What you are asked to do
Only lines with the word "lane" are needed; collect each of them from the listing below.

Source material
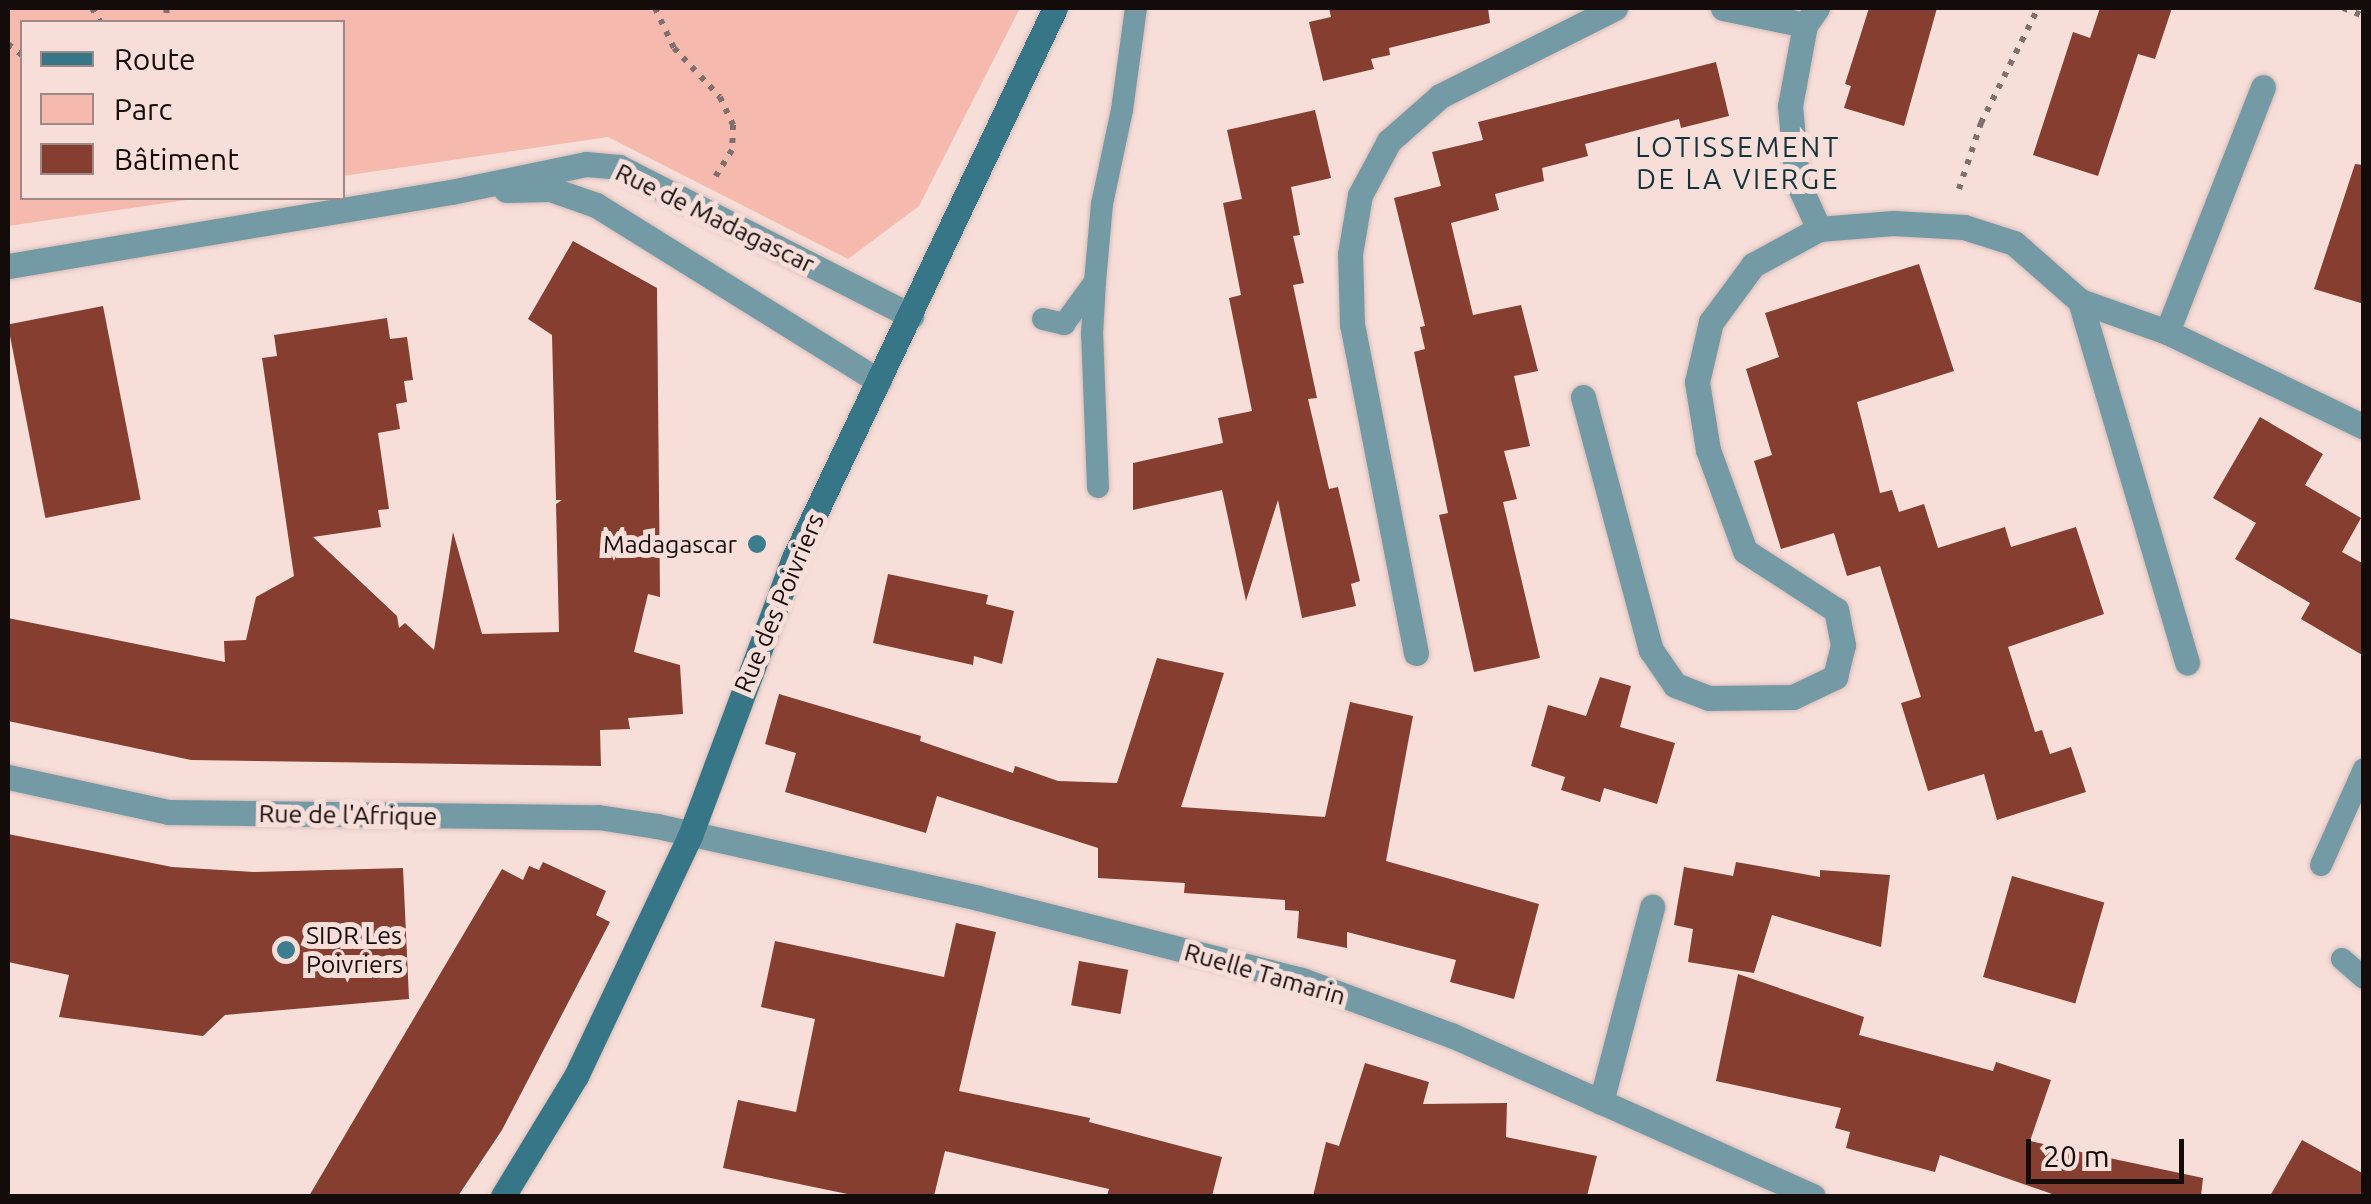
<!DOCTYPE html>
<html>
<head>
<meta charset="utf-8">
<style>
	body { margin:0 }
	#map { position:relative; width:2371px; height:1204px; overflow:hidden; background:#f8ded9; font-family:Ubuntu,sans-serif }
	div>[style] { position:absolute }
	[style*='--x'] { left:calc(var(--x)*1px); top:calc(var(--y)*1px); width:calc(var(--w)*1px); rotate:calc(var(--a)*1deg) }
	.green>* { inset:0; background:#f6b9ad }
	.building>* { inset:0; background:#863e31; transform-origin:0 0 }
	.path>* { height:6px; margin-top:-3px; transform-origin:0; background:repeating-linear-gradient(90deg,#806f6c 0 5px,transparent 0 13px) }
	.roads { filter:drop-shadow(0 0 2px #d4bcb8) drop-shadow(0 0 2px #d4bcb8) }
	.lane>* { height:22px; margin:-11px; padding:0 11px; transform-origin:11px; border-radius:11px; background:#749aa6 }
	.street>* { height:25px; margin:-12.5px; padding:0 12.5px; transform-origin:12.5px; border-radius:12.5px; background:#749aa6 }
	.secondary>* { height:25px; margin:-12.5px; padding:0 12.5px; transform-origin:12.5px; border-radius:12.5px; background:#377687 }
	.dots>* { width:28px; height:28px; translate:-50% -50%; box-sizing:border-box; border:5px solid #f8ded9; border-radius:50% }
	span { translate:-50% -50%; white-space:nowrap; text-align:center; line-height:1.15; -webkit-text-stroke:10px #f8ded9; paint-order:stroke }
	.street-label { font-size:25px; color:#140c0a }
	.poi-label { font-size:25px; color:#140c0a }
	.right { translate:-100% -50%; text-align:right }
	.left { translate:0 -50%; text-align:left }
	.neighbourhood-label { font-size:28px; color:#14333c; letter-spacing:2.5px }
	.frame { position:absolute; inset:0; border:10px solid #140c0a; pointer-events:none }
	.legend { position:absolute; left:20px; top:20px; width:325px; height:180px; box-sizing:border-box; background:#f8ded9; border:2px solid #9d8a86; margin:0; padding:12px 18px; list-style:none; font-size:30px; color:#140c0a }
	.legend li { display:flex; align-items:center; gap:20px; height:50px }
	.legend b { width:50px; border:2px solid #9d8a86 }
	.scale { position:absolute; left:2026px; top:1139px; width:158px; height:45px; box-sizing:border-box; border:5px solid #140c0a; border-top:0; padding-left:12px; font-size:30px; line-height:35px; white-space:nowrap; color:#140c0a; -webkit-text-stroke:8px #f8ded9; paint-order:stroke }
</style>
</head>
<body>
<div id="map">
	<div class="green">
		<i style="clip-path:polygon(8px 8px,1020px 8px,919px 206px,848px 259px,608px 137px,343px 176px,342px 22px,22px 22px,22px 198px,200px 198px,8px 226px)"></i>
	</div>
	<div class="building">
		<i style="clip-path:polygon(1329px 8px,1488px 8px,1490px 23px,1389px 48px,1390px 55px,1371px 59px,1374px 69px,1323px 81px,1309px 22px,1331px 17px)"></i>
		<i style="clip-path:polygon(1869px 8px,1937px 8px,1904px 126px,1844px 108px,1851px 86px,1845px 84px)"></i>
		<i style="clip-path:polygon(2100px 8px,2172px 8px,2155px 59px,2138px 54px,2098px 176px,2033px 155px,2073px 32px,2090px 38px)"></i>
		<i style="clip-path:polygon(1716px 62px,1729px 116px,1681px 128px,1679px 119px,1585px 144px,1588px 156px,1542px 168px,1544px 181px,1495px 194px,1499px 210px,1451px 223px,1473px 315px,1521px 305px,1538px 371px,1514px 376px,1530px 446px,1504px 451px,1517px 499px,1503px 502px,1540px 658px,1474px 672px,1439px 515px,1448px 513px,1414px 352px,1425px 349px,1420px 327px,1425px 326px,1394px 198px,1441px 186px,1432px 152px,1483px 140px,1478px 122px)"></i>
		<i style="clip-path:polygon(1315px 110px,1331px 178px,1291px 187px,1300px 235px,1293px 236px,1304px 283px,1293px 285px,1317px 398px,1308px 399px,1329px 489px,1338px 487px,1360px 581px,1351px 584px,1356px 606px,1302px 618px,1278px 500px,1246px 601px,1222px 490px,1133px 510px,1133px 463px,1223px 443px,1218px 418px,1252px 411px,1229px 298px,1241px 295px,1223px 203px,1242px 199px,1227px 130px)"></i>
		<i style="clip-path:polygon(2355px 164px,2364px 165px,2364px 304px,2314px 289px)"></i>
		<i style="clip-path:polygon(573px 241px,657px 288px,660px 597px,648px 594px,634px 652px,680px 665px,683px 714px,628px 718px,630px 729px,600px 730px,601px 766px,191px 760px,8px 721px,8px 618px,225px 662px,224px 641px,246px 640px,256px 597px,294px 576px,262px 358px,277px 356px,274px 335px,387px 318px,390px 339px,407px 337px,413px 380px,404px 381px,407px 402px,396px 404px,400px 429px,378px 433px,389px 509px,378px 510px,381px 527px,313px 537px,397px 616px,399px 628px,405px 623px,434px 650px,453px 532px,482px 634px,559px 632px,556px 504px,562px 500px,556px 500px,552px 335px,528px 319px)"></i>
		<i style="clip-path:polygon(1919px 264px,1954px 371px,1857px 402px,1880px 493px,1892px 490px,1899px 512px,1924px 504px,1938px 548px,2005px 527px,2011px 547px,2076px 527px,2104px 614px,2008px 647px,2035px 732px,2042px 730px,2050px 754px,2071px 747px,2086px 792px,1997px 820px,1984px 774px,1928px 791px,1901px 703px,1921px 697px,1880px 566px,1847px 576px,1834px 533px,1781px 549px,1754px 461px,1772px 455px,1746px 369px,1779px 357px,1765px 313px)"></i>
		<i style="left:103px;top:306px;width:197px;height:97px;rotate:79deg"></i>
		<i style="clip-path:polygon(2260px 417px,2323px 454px,2305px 485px,2361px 518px,2342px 552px,2364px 564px,2364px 656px,2301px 619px,2310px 603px,2235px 559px,2256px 523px,2213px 498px)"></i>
		<i style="clip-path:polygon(888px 574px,988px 595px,986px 604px,1014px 611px,1002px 664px,974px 656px,973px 665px,873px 643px)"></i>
		<i style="clip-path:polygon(1157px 658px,1224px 673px,1181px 807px,1325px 817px,1350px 702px,1413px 716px,1386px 861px,1539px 904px,1514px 999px,1450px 982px,1456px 960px,1347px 932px,1347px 948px,1297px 938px,1299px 911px,1285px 910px,1285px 900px,1184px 893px,1185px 883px,1098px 878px,1098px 848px,937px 796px,926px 833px,785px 792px,796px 753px,765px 744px,779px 694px,921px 736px,920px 741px,1013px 773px,1015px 766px,1058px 781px,1117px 783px)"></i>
		<i style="clip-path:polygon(1600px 677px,1631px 686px,1620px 727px,1675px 743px,1657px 804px,1604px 788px,1600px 802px,1561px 790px,1565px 777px,1531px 766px,1548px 705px,1586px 716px)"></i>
		<i style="clip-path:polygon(8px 834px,172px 867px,254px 872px,403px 868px,409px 999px,225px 1015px,203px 1036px,59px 1017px,69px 975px,8px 962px)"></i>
		<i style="clip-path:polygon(543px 862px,606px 891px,596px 915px,610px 922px,502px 1130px,458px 1196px,309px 1196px,502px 869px,523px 880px,529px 866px,539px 870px)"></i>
		<i style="clip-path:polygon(1736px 862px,1820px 877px,1820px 870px,1890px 875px,1881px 947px,1772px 915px,1754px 973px,1688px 962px,1693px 929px,1674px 925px,1684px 867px,1733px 876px)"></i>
		<i style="left:2012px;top:876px;width:96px;height:105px;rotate:16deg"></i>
		<i style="clip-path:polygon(956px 923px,996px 932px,959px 1091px,1090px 1118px,1089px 1122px,1222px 1157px,1212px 1196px,1107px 1196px,1109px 1189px,945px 1151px,934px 1196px,857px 1196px,723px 1168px,738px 1100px,796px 1112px,815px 1019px,761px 1007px,775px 941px,944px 977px)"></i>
		<i style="left:1079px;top:961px;width:50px;height:45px;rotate:10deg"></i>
		<i style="clip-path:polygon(1738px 974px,1864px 1017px,1859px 1035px,1993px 1071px,1996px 1062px,2051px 1080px,2030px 1141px,2203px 1178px,2201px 1196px,2058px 1196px,1940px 1155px,1935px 1172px,1846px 1148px,1850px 1132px,1835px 1128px,1841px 1108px,1716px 1081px)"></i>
		<i style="clip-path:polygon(1365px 1063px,1429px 1082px,1423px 1104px,1507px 1103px,1506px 1137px,1597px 1156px,1587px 1196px,1313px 1196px,1326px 1142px,1339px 1146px)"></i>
		<i style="clip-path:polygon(2302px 1140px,2364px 1174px,2364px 1196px,2270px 1196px)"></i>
	</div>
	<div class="path">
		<i style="--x:92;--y:8;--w:16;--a:60"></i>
		<i style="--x:166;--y:8;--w:14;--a:82"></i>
		<i style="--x:655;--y:8;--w:44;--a:64.6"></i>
		<i style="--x:674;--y:48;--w:67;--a:46.8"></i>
		<i style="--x:720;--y:97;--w:31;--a:65"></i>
		<i style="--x:733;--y:125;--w:25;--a:92"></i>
		<i style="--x:732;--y:150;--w:31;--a:122"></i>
		<i style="--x:2343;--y:8;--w:22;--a:21"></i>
		<i style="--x:8;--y:44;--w:18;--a:38"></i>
		<i style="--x:1959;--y:189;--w:70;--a:-71.6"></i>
		<i style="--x:1981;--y:123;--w:128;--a:-63.6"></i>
	</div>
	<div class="roads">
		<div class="lane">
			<i style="--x:1043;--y:319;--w:22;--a:13"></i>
			<i style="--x:1064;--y:324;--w:52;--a:-53.6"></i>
			<i style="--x:1098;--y:487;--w:153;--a:-92.2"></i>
			<i style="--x:1092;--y:334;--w:52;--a:-86.7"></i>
			<i style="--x:1095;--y:282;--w:78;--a:-84.9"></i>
			<i style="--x:1102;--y:204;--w:96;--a:-78"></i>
			<i style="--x:1122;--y:110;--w:103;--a:-82.2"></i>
			<i style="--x:2321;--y:865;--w:105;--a:-65.9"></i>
			<i style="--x:2342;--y:959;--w:29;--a:41"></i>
		</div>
		<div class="street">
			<i style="--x:1723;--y:8;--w:84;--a:11.7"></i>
			<i style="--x:1817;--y:8;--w:21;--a:125"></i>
			<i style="--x:1805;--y:25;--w:82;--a:100.5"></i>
			<i style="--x:1790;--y:106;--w:75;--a:84.7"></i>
			<i style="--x:1797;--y:181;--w:53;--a:65.4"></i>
			<i style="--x:506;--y:190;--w:44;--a:-1.3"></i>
			<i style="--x:550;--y:189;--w:49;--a:19.2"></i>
			<i style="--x:596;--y:205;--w:333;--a:31.9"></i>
			<i style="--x:8;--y:266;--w:449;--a:-9.5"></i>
			<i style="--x:451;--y:192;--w:138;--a:-11.7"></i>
			<i style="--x:586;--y:164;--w:33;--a:5"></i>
			<i style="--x:619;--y:167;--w:328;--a:27"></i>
			<i style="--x:2080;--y:301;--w:377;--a:73.5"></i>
			<i style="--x:2167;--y:332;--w:263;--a:-68.6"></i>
			<i style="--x:1583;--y:397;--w:262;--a:75"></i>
			<i style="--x:1651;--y:650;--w:42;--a:55.6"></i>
			<i style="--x:1675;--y:685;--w:36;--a:21"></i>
			<i style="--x:1709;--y:698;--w:84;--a:-0.7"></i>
			<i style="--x:1793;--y:697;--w:47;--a:-25.5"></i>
			<i style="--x:1835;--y:677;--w:33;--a:-76"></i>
			<i style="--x:1843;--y:645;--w:36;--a:-101"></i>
			<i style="--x:1836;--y:610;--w:108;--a:-147"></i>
			<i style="--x:1745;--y:551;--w:108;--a:-110.1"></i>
			<i style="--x:1708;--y:450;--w:69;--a:-99.2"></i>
			<i style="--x:1697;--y:382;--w:62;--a:-76.9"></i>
			<i style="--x:1711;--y:322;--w:71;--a:-53.6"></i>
			<i style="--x:1753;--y:265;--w:75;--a:-28.6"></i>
			<i style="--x:1819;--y:229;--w:74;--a:-4.6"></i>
			<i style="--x:1893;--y:223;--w:71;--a:3.2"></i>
			<i style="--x:1964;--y:227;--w:52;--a:17.7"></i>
			<i style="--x:2014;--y:243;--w:88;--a:41.3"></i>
			<i style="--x:2080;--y:301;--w:92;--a:19.6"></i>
			<i style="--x:2167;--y:332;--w:219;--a:25.7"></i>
			<i style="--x:1416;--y:653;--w:334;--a:-101"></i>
			<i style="--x:1352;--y:325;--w:71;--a:-91.6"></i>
			<i style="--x:1350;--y:254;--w:60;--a:-80.4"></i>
			<i style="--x:1360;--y:195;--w:61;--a:-61.8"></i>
			<i style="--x:1389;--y:141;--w:68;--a:-41.4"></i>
			<i style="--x:1440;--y:96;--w:196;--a:-26.7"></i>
			<i style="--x:8;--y:777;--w:164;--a:12.3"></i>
			<i style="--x:168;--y:812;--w:430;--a:0.7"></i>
			<i style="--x:598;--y:817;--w:60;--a:8.7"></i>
			<i style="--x:657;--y:826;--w:329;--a:12.6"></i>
			<i style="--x:978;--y:898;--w:334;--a:14.2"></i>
			<i style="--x:1302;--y:980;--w:159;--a:20.3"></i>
			<i style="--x:1451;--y:1035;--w:396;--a:24"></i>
			<i style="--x:1601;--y:1102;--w:202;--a:-75.3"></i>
		</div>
		<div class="secondary">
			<i style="--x:503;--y:1196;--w:140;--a:-58.7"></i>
			<i style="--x:576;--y:1076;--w:266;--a:-64.6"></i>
			<i style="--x:690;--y:836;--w:295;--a:-69.5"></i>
			<i style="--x:793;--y:560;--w:611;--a:-64.61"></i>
		</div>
	</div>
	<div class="dots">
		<i style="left:757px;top:544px;background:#3c7d90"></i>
		<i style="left:286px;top:950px;background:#3c7d90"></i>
	</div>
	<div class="street-label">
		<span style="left:715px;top:218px;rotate:26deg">Rue de Madagascar</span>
		<span style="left:779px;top:603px;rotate:-67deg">Rue des Poivriers</span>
		<span style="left:348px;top:815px;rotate:1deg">Rue de l'Afrique</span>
		<span style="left:1265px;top:974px;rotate:16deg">Ruelle Tamarin</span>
	</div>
	<div class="poi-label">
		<span class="right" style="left:737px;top:544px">Madagascar</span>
		<span class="left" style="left:306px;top:950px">SIDR Les<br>Poivriers</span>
	</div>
	<div class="neighbourhood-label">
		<span style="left:1738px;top:163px">LOTISSEMENT<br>DE LA VIERGE</span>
	</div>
	<div class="frame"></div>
	<ul class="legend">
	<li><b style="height:12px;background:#377687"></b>Route</li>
	<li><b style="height:28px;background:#f6b9ad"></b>Parc</li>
	<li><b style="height:28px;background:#863e31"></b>Bâtiment</li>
	</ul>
	<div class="scale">20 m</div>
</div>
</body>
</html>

Problem solution
	.lane>* { height:22px; margin:-11px; padding:0 11px; transform-origin:11px; border-radius:11px; background:#749aa6 }
		<div class="lane">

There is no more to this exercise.